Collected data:

------------------------------------------------------------------------

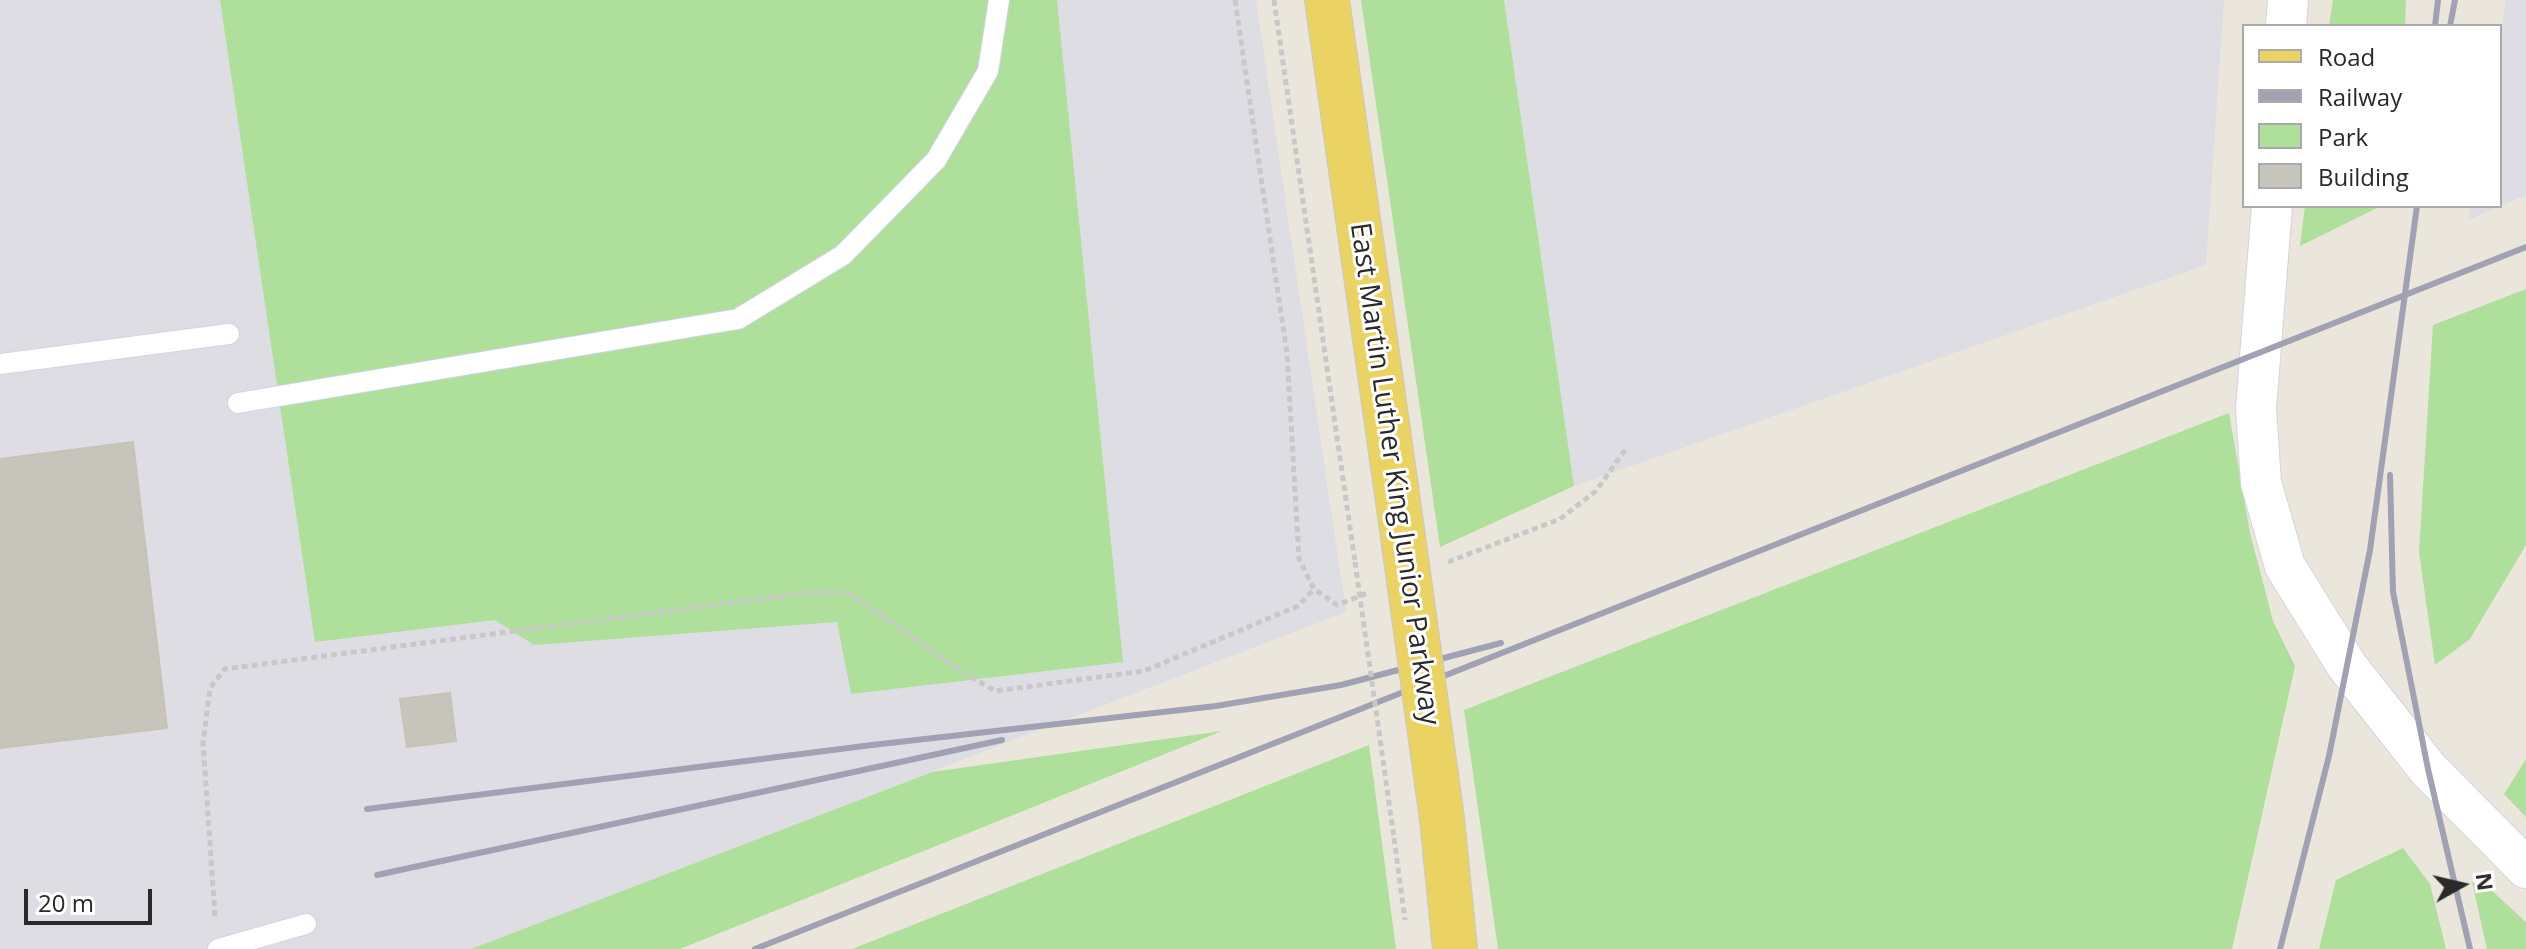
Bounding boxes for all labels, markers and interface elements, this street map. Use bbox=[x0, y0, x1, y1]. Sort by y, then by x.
legend bbox=[2242, 24, 2502, 208]
text: Road bbox=[2318, 40, 2375, 73]
text: Railway bbox=[2318, 80, 2402, 113]
text: Park bbox=[2318, 120, 2368, 153]
text: Building bbox=[2318, 160, 2409, 193]
street label: East Martin Luther King Junior Parkway bbox=[1342, 221, 1446, 727]
north arrow bbox=[2422, 845, 2502, 925]
text: N bbox=[2470, 871, 2502, 893]
scale bar bbox=[28, 873, 156, 923]
text: 20 m bbox=[38, 886, 94, 919]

------------------------------------------------------------------------

A verbatim copy of all the records, minus the pictures, is the expected answer.

Bounding boxes for all labels, markers and interface elements, this street map. Use bbox=[x0, y0, x1, y1]. Sort by y, then by x.
legend bbox=[2242, 24, 2502, 208]
text: Road bbox=[2318, 40, 2375, 73]
text: Railway bbox=[2318, 80, 2402, 113]
text: Park bbox=[2318, 120, 2368, 153]
text: Building bbox=[2318, 160, 2409, 193]
street label: East Martin Luther King Junior Parkway bbox=[1342, 221, 1446, 727]
north arrow bbox=[2422, 845, 2502, 925]
text: N bbox=[2470, 871, 2502, 893]
scale bar bbox=[28, 873, 156, 923]
text: 20 m bbox=[38, 886, 94, 919]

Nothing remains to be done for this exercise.